Figure 4: The Vestigial piloerection of humans leads to goosebumps

Biogeographical Evidence

Biogeography, the study of the distribution of living organisms, addresses several evolutionary questions: How many types of organisms exist? Why are some types of organisms (e.g. insects) more abundant than others (e.g. mammals)? Why do certain organisms live in some places and not others? Why do islands have such distinct biodiversity compared to the larger continents? Why aren’t there any polar bears in Antarctica? Why aren’t there any giraffes in Hawaii? And so on….

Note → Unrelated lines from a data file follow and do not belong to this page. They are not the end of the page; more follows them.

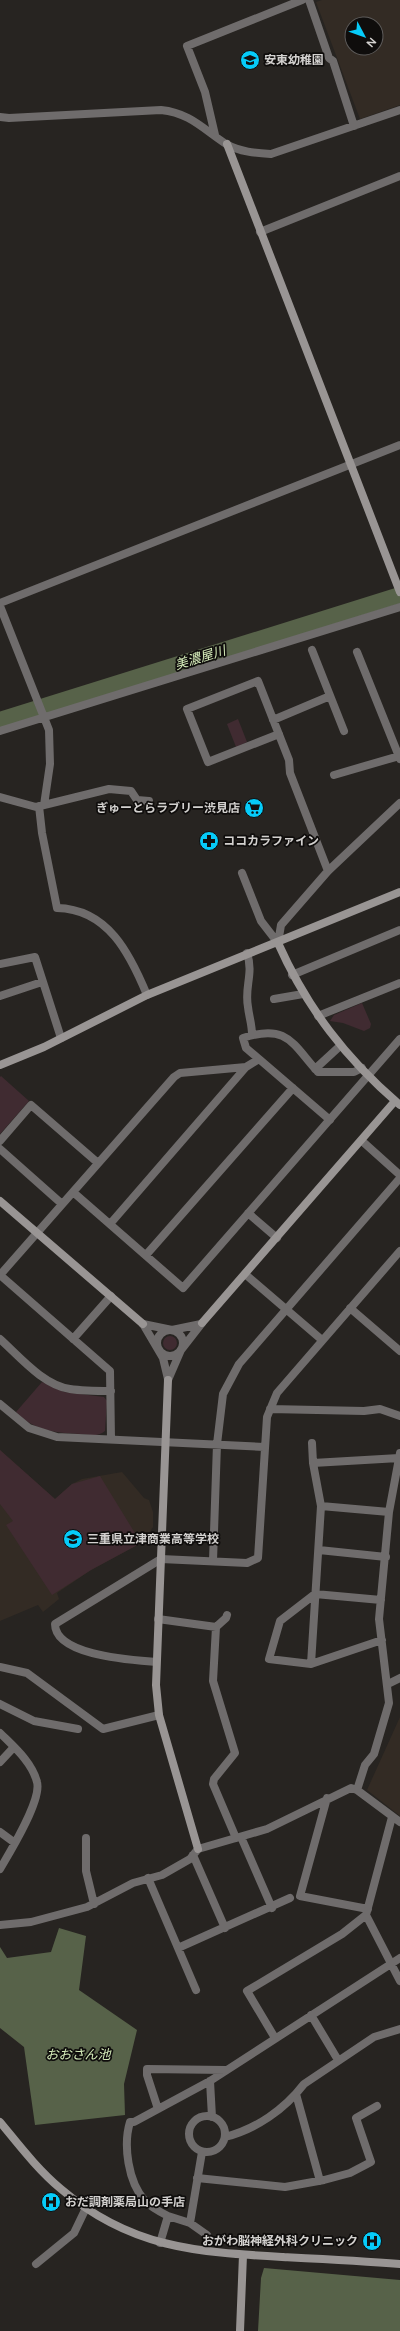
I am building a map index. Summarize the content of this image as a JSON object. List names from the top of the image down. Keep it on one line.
{"water":["美濃屋川","おおさん池"],"places":{"school or university":["安東幼稚園","三重県立津商業高等学校"],"supermarket":["ぎゅーとらラブリー渋見店"],"pharmacy":["ココカラファイン"],"hospital":["おだ調剤薬局山の手店","おがわ脳神経外科クリニック"]},"north":"bottom right"}
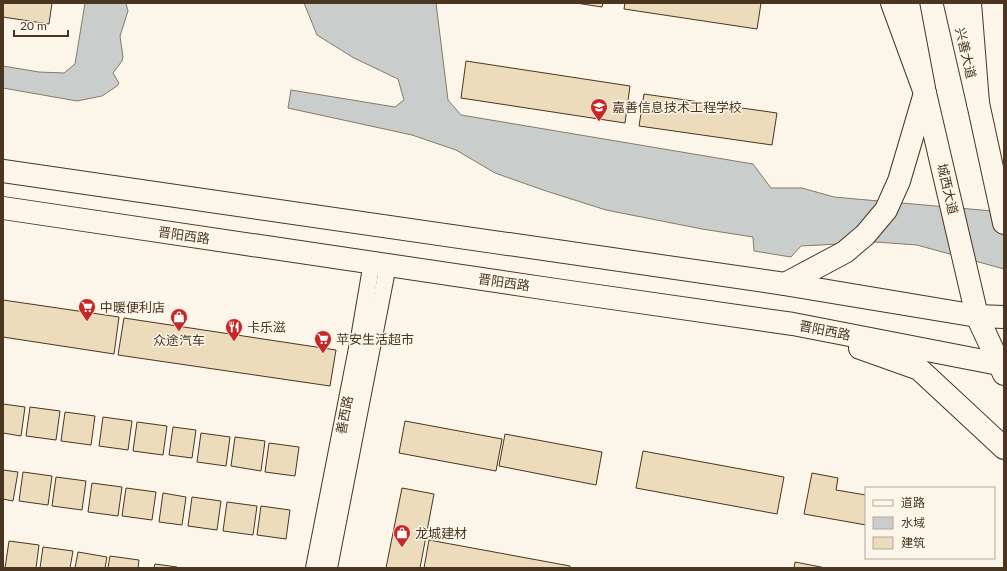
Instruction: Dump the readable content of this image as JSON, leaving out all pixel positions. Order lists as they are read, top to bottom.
{
  "streets": {
    "main road": ["兴善大道", "城西大道", "晋阳西路"],
    "street": ["善西路"]
  },
  "crossings": [
    ["城西大道", "晋阳西路"],
    ["晋阳西路", "善西路"]
  ],
  "places": {
    "school or university": ["嘉善信息技术工程学校"],
    "supermarket": ["中暖便利店", "苹安生活超市"],
    "shop": ["众途汽车", "龙城建材"],
    "restaurant": ["卡乐滋"]
  },
  "legend": ["道路", "水域", "建筑"],
  "scale_bar": "20 m"
}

Likewise, an understanding of evolution helps us appreciate the otherwise-perplexing global distribution of marsupial mammals (Fig 5). Marsupials are mammals in which females transport their young in distinctive pouches throughout their early infancy. In contrast, placental mammals have placental gestation and young that are born at a more developed stage. Marsupial mammals, such as kangaroos, opossums, wombats, and wallabies, occur in North and South America, Australia, and New Guinea, whereas the more-numerous placental mammals dominate the rest of the world. How can we explain these odd distribution patterns?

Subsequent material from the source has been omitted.